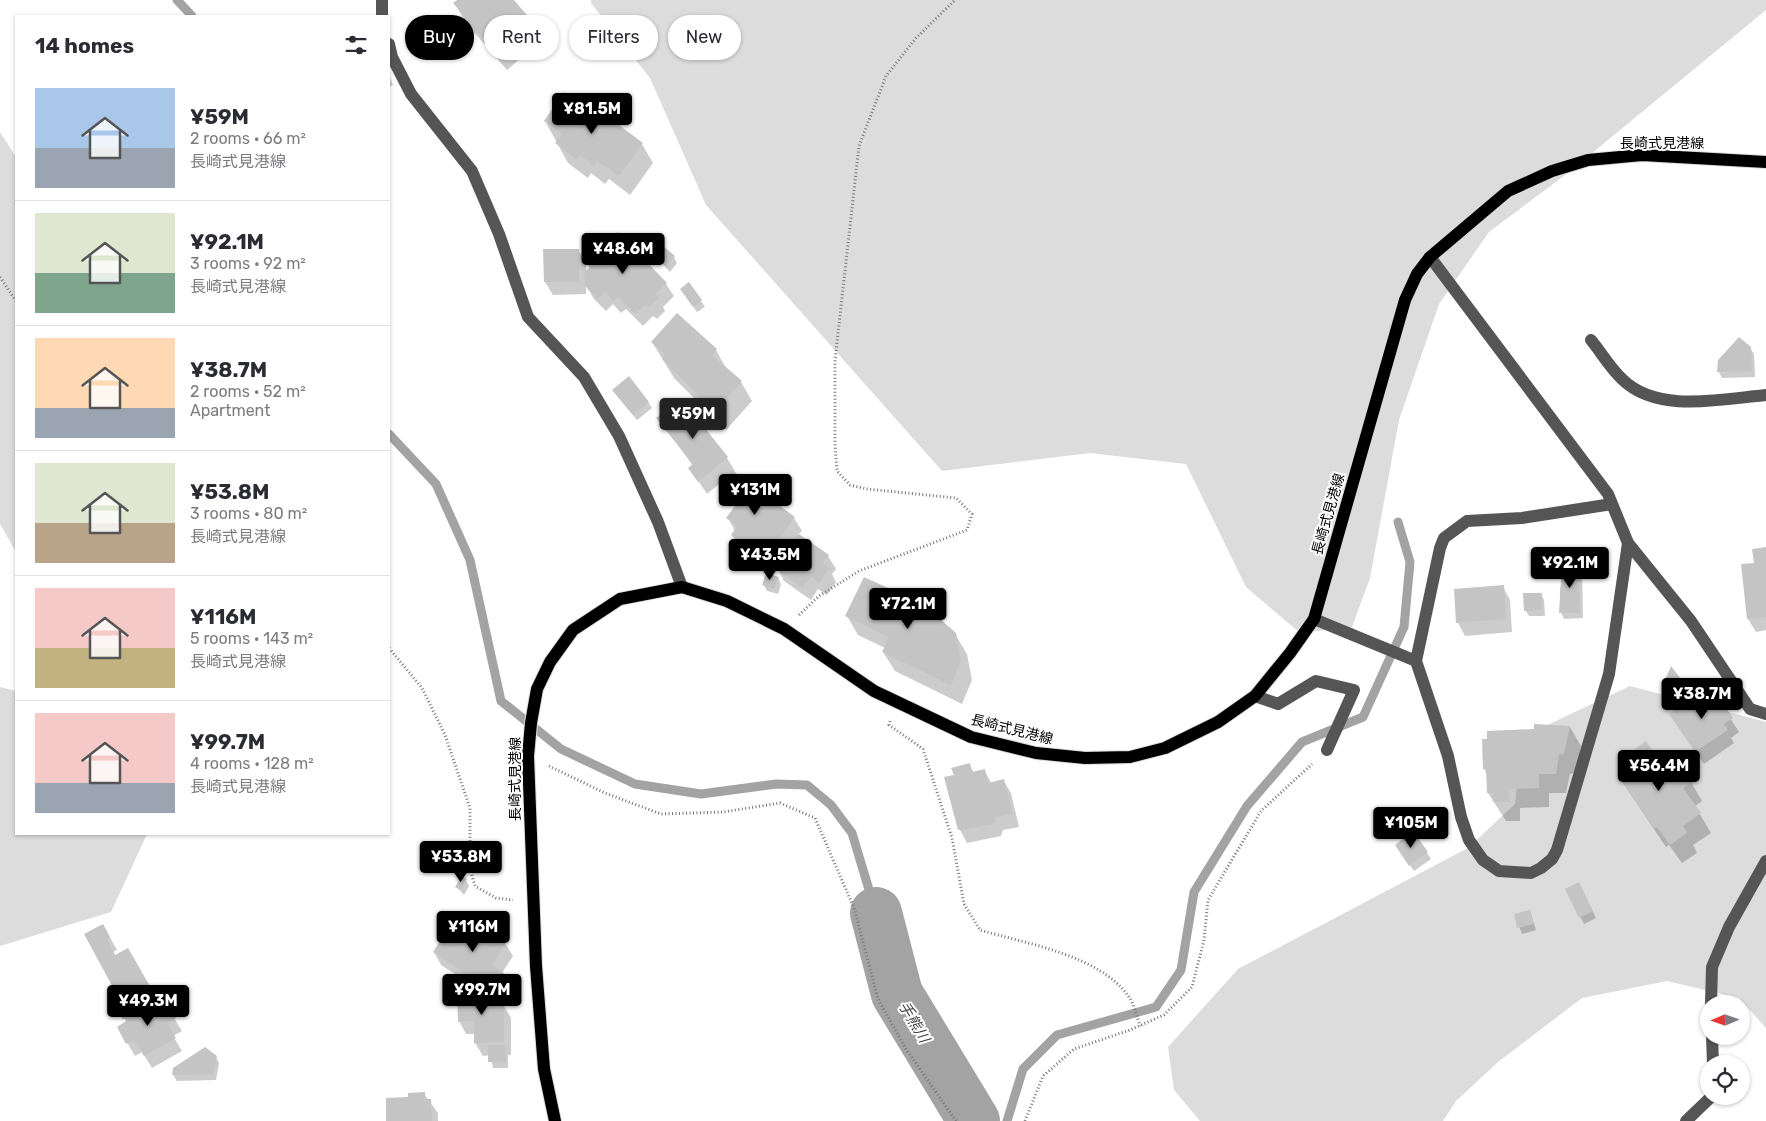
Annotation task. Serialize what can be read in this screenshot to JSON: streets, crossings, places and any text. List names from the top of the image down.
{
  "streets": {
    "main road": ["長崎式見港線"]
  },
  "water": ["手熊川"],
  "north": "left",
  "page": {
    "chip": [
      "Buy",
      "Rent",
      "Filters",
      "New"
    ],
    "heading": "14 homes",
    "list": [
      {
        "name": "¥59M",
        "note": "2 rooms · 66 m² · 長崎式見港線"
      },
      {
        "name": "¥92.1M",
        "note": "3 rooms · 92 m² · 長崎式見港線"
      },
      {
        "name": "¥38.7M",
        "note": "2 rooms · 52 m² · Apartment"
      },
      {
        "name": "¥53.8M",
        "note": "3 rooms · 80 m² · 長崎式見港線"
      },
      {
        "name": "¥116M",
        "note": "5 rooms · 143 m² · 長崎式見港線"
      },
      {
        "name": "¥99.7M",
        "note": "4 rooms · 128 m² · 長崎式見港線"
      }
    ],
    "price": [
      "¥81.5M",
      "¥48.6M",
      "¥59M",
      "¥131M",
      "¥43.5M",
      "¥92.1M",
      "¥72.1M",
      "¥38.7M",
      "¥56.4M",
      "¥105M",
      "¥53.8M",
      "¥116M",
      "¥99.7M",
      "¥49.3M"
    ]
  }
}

··········

What is being asked: Go through the listing above and write it out again exactly, dropping the pictures.

Task result:
Annotation task. Serialize what can be read in this screenshot to JSON: streets, crossings, places and any text. List names from the top of the image down.
{
  "streets": {
    "main road": ["長崎式見港線"]
  },
  "water": ["手熊川"],
  "north": "left",
  "page": {
    "chip": [
      "Buy",
      "Rent",
      "Filters",
      "New"
    ],
    "heading": "14 homes",
    "list": [
      {
        "name": "¥59M",
        "note": "2 rooms · 66 m² · 長崎式見港線"
      },
      {
        "name": "¥92.1M",
        "note": "3 rooms · 92 m² · 長崎式見港線"
      },
      {
        "name": "¥38.7M",
        "note": "2 rooms · 52 m² · Apartment"
      },
      {
        "name": "¥53.8M",
        "note": "3 rooms · 80 m² · 長崎式見港線"
      },
      {
        "name": "¥116M",
        "note": "5 rooms · 143 m² · 長崎式見港線"
      },
      {
        "name": "¥99.7M",
        "note": "4 rooms · 128 m² · 長崎式見港線"
      }
    ],
    "price": [
      "¥81.5M",
      "¥48.6M",
      "¥59M",
      "¥131M",
      "¥43.5M",
      "¥92.1M",
      "¥72.1M",
      "¥38.7M",
      "¥56.4M",
      "¥105M",
      "¥53.8M",
      "¥116M",
      "¥99.7M",
      "¥49.3M"
    ]
  }
}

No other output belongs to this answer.